He passed away watching people die on TV : A corpus study about euphemisms for to die, dying or dead in American English

University essay from Linnéuniversitetet/Institutionen för språk (SPR)

Author: Hampus Kamph; [2021]

Keywords: Taboo; Euphemisms; Death; Dead; Dying;

Abstract: The purpose of this study was to investigate the use and frequency of euphemisms for die, dying or dead in the American English-language using the Corpus of Contemporary American English. To fulfill the purpose, three research questions were answered. I wanted to know in which genres, of Spoken, Fiction, Magazines, Newspapers, Academic texts, TV/Movies, Blogs and web-gnl, the euphemisms occurred the most. I also wanted to investigate which euphemism, in terms of frequency, of pass away, demise, decease and last breath was the most common one, and how frequent they are compared to the “standard” die, dying or dead.
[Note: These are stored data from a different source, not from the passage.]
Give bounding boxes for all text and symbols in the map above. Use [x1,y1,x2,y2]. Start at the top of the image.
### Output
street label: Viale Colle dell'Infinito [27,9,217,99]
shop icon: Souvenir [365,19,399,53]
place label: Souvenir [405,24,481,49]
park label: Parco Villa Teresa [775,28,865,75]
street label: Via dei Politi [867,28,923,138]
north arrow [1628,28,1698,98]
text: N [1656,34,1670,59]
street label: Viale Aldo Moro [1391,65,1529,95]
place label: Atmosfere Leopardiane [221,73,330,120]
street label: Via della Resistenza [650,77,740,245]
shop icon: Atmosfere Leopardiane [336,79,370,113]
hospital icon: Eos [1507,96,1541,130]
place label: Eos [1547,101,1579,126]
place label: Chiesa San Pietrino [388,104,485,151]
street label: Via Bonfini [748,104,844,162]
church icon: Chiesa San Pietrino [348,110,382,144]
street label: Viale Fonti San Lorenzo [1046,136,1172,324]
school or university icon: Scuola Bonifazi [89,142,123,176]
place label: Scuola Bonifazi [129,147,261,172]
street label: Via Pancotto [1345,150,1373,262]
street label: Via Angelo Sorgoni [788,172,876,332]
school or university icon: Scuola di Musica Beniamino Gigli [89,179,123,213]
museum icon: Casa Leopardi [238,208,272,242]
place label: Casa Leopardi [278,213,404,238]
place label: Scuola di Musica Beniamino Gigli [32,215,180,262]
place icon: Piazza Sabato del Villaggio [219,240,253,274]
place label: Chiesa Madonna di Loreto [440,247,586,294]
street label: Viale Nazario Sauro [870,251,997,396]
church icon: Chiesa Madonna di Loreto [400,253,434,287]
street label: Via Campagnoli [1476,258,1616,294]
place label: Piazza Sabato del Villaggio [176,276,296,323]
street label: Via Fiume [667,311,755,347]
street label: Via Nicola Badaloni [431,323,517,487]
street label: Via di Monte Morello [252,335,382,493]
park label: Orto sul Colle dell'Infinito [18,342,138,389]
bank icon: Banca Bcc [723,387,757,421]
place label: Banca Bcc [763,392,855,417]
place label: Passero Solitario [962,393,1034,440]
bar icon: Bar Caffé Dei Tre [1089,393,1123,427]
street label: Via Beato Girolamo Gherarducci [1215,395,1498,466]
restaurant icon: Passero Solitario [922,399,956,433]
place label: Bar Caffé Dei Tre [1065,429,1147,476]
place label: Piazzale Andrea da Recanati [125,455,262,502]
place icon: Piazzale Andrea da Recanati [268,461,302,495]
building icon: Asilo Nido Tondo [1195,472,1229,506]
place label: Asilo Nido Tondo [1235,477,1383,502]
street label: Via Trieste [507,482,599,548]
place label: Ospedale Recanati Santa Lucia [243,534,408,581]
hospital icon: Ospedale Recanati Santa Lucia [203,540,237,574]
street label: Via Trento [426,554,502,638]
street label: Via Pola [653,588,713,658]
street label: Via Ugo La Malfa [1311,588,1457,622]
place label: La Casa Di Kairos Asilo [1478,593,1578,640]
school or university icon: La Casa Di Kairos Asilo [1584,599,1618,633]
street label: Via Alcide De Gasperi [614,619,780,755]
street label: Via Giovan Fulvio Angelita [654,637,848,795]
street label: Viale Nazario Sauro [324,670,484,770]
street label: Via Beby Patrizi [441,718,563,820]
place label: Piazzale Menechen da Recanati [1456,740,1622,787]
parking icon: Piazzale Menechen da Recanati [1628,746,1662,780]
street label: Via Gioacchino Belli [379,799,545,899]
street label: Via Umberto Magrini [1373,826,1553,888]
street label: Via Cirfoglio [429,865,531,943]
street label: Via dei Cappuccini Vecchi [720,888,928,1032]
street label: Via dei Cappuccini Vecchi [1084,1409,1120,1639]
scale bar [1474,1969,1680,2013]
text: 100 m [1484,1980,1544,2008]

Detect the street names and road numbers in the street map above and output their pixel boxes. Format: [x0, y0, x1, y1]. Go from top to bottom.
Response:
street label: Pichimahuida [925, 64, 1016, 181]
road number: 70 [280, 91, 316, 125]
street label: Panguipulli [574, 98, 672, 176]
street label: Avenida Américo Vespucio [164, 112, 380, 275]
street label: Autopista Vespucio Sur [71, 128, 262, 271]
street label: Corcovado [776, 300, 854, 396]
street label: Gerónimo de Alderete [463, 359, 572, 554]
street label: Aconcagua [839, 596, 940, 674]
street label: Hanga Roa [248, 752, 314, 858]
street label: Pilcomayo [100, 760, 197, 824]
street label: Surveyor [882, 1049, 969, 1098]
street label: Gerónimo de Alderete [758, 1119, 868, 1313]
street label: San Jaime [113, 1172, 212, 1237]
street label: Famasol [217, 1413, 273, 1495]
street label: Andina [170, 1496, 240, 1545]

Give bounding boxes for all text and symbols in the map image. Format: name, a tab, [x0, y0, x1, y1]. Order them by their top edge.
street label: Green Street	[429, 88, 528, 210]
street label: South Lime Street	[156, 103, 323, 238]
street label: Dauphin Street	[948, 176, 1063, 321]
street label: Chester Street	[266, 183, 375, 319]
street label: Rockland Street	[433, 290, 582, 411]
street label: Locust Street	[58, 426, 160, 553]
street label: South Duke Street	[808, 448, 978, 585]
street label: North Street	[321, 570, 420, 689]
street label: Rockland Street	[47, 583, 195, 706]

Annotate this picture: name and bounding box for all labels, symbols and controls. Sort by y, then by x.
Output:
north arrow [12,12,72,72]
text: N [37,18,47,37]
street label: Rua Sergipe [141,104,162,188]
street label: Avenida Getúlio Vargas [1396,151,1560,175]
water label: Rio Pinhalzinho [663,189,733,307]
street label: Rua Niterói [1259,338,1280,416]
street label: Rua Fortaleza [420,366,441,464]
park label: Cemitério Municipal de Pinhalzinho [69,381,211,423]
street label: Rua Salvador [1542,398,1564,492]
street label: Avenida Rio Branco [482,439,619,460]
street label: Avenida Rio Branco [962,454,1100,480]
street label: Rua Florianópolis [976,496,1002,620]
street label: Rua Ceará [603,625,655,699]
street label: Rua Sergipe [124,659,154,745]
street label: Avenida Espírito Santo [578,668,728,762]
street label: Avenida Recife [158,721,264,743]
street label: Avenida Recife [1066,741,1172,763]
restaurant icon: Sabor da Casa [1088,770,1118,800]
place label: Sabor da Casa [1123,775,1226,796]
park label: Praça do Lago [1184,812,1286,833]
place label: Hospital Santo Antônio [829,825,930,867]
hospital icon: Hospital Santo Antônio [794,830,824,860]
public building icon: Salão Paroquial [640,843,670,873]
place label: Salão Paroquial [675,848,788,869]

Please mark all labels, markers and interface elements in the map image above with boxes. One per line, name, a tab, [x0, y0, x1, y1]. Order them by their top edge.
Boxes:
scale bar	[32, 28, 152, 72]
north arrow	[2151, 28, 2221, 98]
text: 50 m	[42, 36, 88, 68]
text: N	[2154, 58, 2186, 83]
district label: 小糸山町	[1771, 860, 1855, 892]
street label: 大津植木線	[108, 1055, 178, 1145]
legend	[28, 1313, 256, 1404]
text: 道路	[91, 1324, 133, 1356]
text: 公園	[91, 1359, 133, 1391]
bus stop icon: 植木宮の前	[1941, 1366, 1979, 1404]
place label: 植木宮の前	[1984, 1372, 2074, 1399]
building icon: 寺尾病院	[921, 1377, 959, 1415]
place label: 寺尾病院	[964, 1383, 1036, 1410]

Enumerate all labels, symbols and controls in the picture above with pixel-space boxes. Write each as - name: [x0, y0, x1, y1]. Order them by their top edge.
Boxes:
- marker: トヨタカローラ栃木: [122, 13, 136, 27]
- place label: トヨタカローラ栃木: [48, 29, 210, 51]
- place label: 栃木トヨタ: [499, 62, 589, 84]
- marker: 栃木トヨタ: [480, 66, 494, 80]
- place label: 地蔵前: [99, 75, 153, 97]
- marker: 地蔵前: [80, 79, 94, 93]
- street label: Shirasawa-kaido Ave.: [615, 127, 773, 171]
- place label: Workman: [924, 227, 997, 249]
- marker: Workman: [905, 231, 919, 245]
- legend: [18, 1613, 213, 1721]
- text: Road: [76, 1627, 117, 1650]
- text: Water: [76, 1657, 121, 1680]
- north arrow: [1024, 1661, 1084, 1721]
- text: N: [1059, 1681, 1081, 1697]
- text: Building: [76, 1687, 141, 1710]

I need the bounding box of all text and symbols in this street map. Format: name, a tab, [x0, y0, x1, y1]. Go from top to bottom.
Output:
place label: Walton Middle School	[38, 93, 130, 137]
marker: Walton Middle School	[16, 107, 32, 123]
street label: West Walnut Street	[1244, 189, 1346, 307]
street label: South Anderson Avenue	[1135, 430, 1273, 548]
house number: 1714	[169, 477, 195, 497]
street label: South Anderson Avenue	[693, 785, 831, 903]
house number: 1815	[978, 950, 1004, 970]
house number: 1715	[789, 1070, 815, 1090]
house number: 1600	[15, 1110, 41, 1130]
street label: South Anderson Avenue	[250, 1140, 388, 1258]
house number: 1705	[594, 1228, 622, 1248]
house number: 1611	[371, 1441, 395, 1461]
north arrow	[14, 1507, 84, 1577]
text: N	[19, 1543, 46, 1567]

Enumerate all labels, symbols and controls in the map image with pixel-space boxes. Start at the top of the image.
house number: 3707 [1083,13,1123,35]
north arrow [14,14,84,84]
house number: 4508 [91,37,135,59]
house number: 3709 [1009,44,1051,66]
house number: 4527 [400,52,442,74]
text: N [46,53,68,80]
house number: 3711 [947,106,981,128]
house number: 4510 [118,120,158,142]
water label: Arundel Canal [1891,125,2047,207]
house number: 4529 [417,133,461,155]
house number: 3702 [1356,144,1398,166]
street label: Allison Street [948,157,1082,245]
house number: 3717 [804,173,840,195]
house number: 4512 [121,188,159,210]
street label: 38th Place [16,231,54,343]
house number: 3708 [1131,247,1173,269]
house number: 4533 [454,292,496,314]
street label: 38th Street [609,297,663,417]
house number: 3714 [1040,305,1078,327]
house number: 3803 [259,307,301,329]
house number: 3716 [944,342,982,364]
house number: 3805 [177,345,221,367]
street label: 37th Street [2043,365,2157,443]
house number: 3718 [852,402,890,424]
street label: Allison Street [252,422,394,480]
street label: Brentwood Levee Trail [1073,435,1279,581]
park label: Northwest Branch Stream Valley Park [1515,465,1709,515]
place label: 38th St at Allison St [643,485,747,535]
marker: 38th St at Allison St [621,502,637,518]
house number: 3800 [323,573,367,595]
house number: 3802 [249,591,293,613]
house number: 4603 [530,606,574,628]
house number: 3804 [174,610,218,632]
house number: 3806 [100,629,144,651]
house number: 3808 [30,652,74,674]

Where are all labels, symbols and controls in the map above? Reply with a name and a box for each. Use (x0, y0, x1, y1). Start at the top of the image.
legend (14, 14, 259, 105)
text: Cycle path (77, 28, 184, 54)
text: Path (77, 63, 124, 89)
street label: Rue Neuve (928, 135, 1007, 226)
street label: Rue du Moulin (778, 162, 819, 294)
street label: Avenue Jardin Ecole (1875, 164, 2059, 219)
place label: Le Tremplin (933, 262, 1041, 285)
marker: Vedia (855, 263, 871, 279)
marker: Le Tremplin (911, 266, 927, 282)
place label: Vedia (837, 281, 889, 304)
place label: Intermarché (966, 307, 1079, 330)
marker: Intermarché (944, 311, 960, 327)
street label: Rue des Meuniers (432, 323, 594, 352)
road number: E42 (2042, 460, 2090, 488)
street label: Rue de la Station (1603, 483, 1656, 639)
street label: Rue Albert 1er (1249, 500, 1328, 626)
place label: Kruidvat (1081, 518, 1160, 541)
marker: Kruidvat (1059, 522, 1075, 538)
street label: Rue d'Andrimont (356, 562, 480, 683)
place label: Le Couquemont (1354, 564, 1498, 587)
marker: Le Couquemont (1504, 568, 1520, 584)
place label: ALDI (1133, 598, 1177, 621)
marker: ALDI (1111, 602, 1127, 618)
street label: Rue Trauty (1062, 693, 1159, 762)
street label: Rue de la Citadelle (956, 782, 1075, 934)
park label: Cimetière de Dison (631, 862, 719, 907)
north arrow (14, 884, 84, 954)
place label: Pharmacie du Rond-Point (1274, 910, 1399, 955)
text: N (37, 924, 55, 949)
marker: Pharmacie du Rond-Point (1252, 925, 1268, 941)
How the frequency of the euphemisms developed over the time span 1990-2019, was also something the study wanted to answer. To answer these questions, studies which defined and discussed taboo, euphemisms, and metonymy were used. The conclusion was that even the least occurring genre in the standard has got a higher frequency than all the euphemisms together. However, demise was the most frequent euphemism and Fiction, TV/Movies and Academic were the genres in which the euphemisms occur the most in. Moreover, although demise was the most frequent euphemism, it was also the one that decreased the most over the period of 30 years. pass away, however, increased the most over time.